── DATASET EXCERPTS

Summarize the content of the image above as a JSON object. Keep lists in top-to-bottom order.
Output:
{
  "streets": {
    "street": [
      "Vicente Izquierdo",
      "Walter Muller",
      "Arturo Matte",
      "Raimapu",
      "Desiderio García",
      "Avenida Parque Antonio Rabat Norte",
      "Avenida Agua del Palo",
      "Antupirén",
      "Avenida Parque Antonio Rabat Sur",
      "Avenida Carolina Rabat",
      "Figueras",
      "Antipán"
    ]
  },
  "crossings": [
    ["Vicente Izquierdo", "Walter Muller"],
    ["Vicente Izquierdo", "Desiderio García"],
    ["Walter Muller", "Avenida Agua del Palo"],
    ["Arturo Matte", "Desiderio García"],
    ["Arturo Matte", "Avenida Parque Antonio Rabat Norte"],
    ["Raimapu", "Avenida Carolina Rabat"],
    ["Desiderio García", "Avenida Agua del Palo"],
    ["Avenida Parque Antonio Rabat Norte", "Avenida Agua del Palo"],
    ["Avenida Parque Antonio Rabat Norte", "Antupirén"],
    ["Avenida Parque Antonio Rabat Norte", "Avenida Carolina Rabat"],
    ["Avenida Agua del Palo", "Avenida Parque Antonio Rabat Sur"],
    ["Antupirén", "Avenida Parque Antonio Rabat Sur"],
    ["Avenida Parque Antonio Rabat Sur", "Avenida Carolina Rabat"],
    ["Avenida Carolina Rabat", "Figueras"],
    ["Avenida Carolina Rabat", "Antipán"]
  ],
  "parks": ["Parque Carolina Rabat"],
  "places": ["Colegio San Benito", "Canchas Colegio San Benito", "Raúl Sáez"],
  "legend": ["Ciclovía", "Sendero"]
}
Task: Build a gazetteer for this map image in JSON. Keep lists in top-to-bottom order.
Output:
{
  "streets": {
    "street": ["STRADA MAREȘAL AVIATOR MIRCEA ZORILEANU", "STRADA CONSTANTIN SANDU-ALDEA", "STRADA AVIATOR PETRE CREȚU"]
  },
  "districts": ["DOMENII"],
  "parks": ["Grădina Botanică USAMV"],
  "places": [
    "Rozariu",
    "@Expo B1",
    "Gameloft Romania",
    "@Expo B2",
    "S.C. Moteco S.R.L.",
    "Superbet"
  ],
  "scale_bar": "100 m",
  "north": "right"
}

────

All lines above with "order" in them should be returned.

Summarize the content of the image above as a JSON object. Keep lists in top-to-bottom order.
Task: Build a gazetteer for this map image in JSON. Keep lists in top-to-bottom order.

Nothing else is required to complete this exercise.